» Problem description
Only the lines below, from the one with "content:''; display:block; margin:auto;" through the one with "g.lineWidth = 6;", are to be written out, exactly.

—————

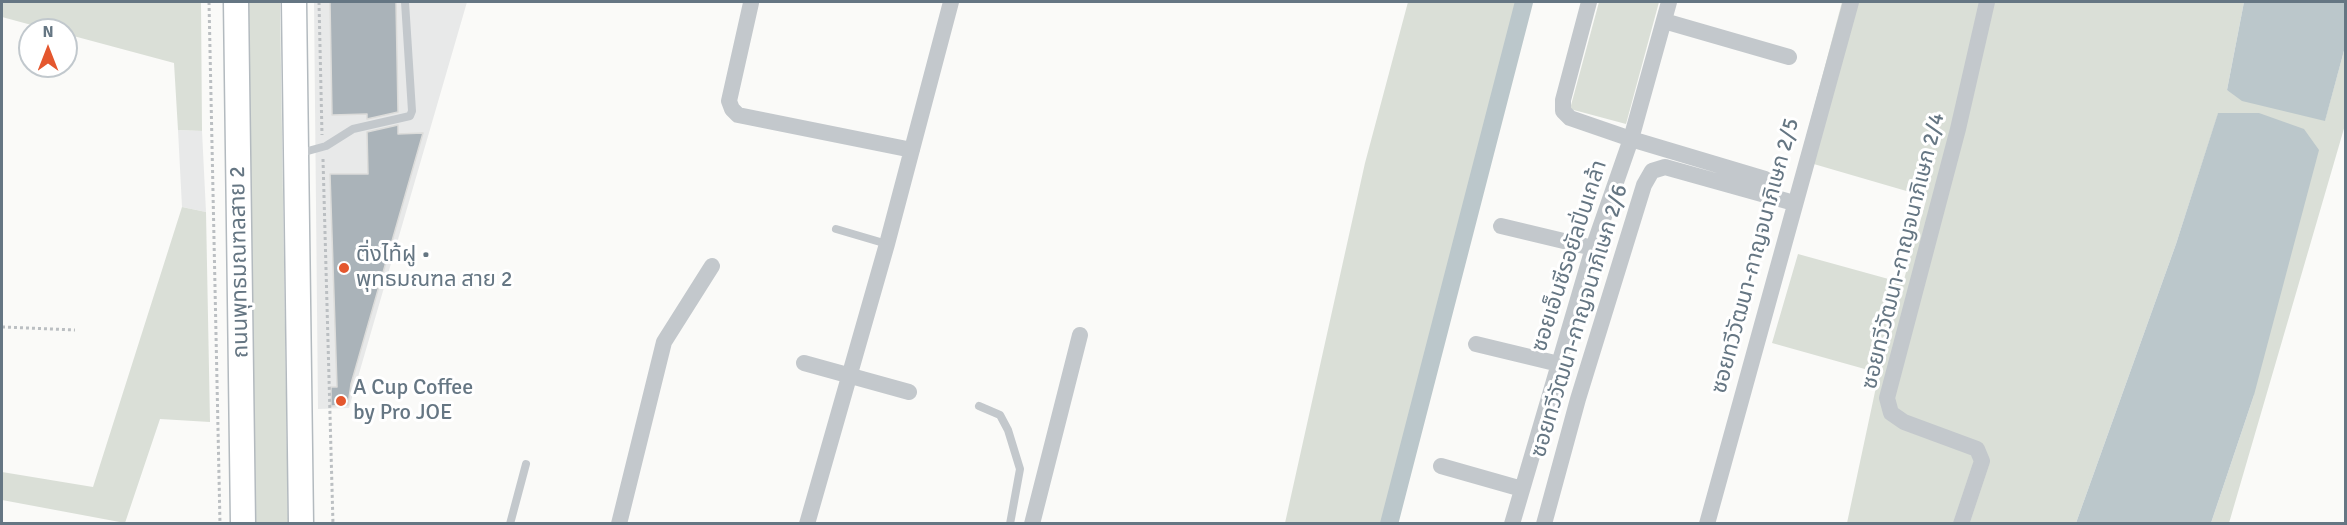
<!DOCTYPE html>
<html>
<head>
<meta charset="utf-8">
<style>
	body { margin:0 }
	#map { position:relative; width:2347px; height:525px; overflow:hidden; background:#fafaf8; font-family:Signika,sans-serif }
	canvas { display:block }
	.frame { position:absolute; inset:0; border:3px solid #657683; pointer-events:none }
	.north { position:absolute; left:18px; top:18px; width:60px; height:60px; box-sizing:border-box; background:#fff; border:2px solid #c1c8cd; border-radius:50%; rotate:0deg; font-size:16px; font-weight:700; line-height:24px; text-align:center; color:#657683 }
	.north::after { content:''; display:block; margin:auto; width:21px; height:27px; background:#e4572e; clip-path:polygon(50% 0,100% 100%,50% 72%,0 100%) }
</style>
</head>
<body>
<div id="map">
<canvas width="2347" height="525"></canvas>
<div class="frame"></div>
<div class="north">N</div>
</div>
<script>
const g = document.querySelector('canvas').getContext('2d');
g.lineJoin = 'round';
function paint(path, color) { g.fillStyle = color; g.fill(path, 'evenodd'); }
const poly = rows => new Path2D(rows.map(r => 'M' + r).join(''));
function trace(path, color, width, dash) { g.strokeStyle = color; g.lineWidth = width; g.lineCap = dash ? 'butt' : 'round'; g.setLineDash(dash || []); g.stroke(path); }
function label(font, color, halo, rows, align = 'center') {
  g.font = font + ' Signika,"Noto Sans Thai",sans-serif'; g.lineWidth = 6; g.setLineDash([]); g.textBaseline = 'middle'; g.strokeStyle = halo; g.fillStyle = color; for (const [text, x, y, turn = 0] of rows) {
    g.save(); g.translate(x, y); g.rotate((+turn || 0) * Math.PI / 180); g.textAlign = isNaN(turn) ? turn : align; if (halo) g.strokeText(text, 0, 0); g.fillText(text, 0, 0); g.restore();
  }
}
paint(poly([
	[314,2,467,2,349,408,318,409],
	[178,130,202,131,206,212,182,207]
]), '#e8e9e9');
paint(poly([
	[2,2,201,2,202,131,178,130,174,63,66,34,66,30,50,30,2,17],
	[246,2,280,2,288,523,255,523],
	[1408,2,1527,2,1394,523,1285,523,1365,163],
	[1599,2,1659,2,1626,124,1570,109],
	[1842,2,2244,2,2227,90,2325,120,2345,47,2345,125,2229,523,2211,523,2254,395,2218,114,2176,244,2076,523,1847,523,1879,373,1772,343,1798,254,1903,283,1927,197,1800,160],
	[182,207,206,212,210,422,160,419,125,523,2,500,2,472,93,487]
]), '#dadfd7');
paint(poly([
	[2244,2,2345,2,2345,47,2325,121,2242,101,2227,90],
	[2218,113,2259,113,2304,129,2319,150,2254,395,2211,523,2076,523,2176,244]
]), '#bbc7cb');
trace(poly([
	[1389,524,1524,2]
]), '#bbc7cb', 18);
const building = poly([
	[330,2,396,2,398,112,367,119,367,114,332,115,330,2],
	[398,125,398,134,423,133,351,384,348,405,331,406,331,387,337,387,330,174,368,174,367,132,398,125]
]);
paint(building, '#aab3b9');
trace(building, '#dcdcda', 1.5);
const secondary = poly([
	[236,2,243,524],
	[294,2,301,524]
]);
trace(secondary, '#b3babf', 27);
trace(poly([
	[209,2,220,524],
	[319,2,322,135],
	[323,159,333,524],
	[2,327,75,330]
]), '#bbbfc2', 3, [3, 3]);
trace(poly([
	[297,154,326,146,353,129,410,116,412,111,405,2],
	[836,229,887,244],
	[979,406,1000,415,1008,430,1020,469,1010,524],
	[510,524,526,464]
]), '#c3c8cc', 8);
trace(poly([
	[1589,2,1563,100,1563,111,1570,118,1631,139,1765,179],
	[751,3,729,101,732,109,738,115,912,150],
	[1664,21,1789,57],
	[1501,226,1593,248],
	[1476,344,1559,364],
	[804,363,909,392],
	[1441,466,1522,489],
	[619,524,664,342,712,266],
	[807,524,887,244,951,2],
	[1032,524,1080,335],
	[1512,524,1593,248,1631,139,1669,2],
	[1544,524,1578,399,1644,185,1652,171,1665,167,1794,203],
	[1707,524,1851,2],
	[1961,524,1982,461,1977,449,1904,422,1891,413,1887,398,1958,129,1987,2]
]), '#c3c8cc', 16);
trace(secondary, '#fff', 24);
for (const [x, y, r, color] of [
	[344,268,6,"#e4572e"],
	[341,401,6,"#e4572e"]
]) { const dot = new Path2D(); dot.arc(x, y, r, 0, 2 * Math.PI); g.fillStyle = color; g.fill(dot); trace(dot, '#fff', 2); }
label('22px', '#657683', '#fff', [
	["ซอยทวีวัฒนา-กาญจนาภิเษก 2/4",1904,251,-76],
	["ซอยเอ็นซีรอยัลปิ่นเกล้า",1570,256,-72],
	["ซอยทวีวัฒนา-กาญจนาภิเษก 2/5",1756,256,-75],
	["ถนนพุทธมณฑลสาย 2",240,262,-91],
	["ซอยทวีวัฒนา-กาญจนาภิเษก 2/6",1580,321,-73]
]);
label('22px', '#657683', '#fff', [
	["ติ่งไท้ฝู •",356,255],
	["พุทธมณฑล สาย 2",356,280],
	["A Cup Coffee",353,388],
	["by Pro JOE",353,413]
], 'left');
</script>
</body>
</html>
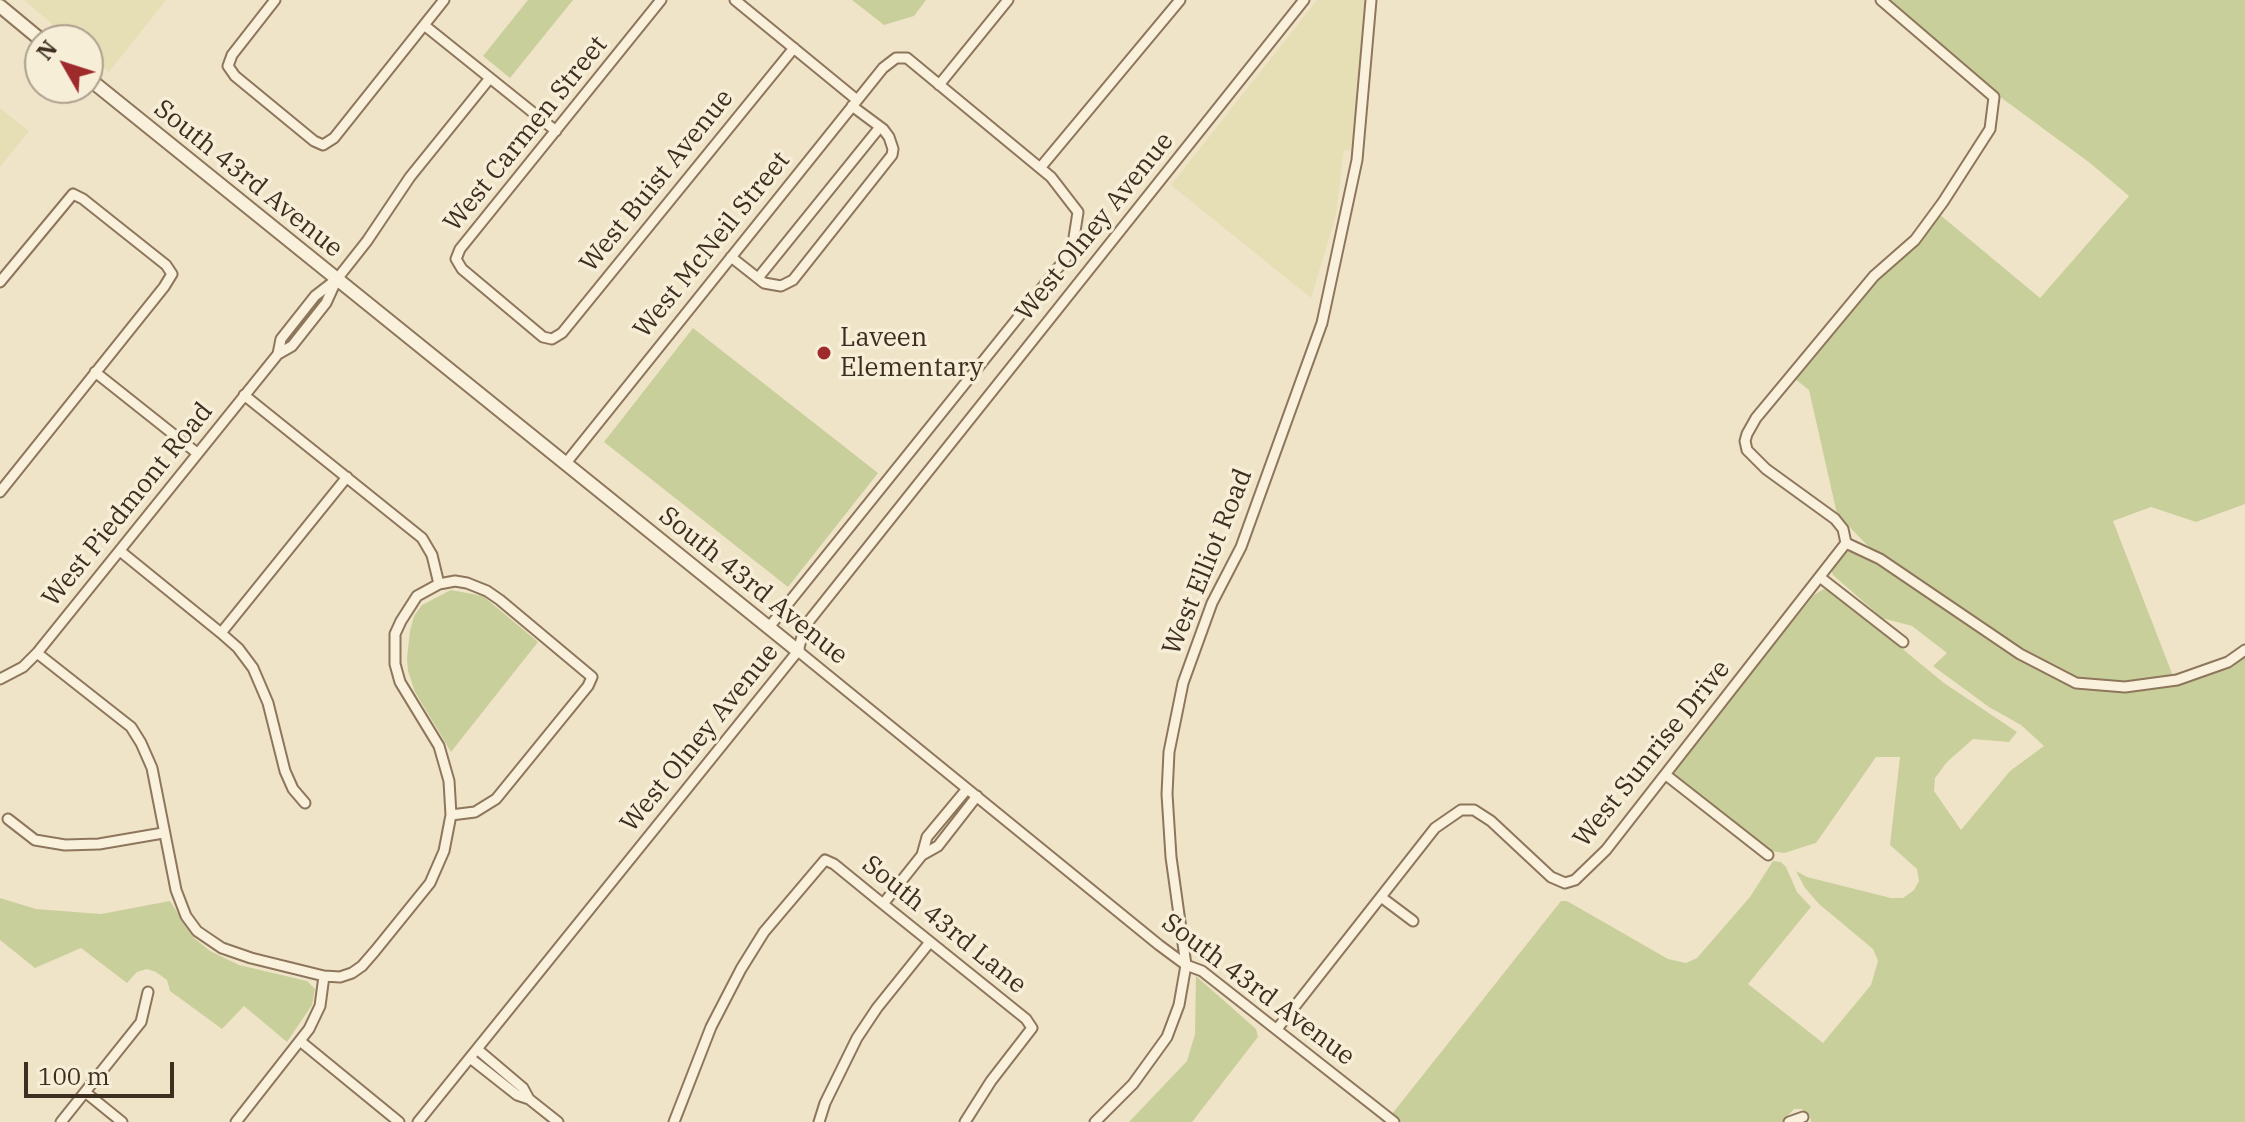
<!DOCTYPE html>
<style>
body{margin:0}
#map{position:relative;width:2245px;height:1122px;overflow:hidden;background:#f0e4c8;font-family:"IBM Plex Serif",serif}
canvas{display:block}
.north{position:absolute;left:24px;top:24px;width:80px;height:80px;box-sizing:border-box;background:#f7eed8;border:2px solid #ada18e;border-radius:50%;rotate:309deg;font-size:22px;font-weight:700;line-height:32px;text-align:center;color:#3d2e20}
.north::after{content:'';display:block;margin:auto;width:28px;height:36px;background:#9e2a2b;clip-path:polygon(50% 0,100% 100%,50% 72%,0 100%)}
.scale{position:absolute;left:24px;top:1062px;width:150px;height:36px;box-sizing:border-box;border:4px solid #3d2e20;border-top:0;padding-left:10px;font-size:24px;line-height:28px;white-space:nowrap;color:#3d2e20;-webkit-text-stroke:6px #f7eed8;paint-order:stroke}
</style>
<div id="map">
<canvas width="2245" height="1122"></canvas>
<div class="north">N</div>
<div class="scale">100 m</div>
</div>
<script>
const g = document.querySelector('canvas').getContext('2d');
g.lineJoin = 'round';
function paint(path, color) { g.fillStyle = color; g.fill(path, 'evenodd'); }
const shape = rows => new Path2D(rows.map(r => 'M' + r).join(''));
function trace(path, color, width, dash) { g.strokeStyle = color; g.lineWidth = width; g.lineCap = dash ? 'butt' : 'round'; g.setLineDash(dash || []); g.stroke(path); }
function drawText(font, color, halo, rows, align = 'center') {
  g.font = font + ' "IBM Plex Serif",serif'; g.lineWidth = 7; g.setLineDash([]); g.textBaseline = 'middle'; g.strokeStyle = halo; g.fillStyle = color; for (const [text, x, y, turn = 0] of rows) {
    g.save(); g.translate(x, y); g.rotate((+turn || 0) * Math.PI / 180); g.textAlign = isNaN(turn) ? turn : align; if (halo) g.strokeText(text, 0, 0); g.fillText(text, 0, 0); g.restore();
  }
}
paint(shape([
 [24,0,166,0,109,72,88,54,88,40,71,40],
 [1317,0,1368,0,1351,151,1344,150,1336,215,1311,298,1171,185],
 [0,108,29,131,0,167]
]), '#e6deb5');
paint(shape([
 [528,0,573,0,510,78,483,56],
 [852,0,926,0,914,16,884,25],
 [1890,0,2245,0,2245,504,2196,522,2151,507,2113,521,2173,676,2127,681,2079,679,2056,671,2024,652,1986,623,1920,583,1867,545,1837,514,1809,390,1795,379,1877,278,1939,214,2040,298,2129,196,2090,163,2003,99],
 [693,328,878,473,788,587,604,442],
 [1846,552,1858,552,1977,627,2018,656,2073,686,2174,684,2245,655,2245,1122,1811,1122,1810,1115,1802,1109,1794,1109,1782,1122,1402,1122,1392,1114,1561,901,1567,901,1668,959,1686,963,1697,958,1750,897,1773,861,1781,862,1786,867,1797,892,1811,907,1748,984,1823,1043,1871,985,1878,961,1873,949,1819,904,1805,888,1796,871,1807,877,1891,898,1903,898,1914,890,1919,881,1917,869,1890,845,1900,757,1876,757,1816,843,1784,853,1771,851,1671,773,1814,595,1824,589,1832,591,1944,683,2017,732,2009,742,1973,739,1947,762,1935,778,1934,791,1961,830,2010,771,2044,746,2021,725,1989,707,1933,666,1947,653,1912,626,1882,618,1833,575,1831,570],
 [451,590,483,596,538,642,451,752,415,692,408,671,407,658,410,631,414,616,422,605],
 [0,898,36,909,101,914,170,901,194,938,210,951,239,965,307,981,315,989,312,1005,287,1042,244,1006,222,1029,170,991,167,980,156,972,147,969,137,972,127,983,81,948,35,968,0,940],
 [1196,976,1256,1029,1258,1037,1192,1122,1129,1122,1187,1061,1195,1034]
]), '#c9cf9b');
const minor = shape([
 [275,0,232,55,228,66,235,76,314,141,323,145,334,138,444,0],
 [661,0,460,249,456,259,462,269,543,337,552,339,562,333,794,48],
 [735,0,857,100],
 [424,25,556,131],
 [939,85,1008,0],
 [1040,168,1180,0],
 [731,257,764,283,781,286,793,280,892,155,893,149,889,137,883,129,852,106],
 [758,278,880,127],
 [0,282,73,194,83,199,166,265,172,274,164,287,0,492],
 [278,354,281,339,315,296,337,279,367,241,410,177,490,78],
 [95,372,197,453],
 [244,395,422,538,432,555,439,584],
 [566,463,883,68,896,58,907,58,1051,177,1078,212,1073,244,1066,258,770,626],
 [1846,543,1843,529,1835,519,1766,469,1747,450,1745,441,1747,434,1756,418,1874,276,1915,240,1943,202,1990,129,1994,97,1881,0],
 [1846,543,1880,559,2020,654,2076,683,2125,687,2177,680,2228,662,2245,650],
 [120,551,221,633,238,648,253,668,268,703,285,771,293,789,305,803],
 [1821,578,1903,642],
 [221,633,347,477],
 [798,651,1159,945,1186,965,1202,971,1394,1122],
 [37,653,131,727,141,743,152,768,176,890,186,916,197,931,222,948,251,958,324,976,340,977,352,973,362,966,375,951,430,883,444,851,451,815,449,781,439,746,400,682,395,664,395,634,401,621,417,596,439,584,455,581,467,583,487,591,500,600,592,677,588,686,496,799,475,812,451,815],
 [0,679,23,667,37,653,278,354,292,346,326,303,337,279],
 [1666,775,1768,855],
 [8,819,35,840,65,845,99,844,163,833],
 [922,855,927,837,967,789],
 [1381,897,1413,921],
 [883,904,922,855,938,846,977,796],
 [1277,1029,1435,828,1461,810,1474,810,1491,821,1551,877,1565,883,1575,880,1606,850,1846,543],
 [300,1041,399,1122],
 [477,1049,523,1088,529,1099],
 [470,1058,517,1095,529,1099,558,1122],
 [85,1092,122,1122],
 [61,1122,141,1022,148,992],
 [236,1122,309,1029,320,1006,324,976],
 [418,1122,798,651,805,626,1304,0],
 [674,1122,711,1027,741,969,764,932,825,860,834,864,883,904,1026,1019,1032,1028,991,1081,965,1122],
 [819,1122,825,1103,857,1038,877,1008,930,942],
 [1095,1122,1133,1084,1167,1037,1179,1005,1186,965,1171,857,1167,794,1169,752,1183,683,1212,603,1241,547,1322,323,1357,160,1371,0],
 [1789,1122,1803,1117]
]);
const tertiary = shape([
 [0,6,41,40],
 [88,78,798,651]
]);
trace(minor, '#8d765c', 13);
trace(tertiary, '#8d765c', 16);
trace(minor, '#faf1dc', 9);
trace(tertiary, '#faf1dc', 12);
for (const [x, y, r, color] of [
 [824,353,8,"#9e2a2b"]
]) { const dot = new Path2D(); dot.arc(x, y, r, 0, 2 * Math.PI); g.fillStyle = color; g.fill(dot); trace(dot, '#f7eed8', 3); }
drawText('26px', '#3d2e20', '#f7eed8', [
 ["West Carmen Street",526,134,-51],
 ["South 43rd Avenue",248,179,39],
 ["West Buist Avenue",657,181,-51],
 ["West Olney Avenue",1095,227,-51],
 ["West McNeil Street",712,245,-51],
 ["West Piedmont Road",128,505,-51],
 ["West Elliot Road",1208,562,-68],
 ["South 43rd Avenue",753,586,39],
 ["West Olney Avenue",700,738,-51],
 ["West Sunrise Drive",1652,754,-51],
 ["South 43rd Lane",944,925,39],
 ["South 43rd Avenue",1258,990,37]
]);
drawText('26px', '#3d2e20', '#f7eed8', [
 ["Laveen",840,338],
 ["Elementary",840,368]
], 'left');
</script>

—————

» Problem solution
	.north::after { content:''; display:block; margin:auto; width:21px; height:27px; background:#e4572e; clip-path:polygon(50% 0,100% 100%,50% 72%,0 100%) }
</style>
</head>
<body>
<div id="map">
<canvas width="2347" height="525"></canvas>
<div class="frame"></div>
<div class="north">N</div>
</div>
<script>
const g = document.querySelector('canvas').getContext('2d');
g.lineJoin = 'round';
function paint(path, color) { g.fillStyle = color; g.fill(path, 'evenodd'); }
const poly = rows => new Path2D(rows.map(r => 'M' + r).join(''));
function trace(path, color, width, dash) { g.strokeStyle = color; g.lineWidth = width; g.lineCap = dash ? 'butt' : 'round'; g.setLineDash(dash || []); g.stroke(path); }
function label(font, color, halo, rows, align = 'center') {
  g.font = font + ' Signika,"Noto Sans Thai",sans-serif'; g.lineWidth = 6; g.setLineDash([]); g.textBaseline = 'middle'; g.strokeStyle = halo; g.fillStyle = color; for (const [text, x, y, turn = 0] of rows) {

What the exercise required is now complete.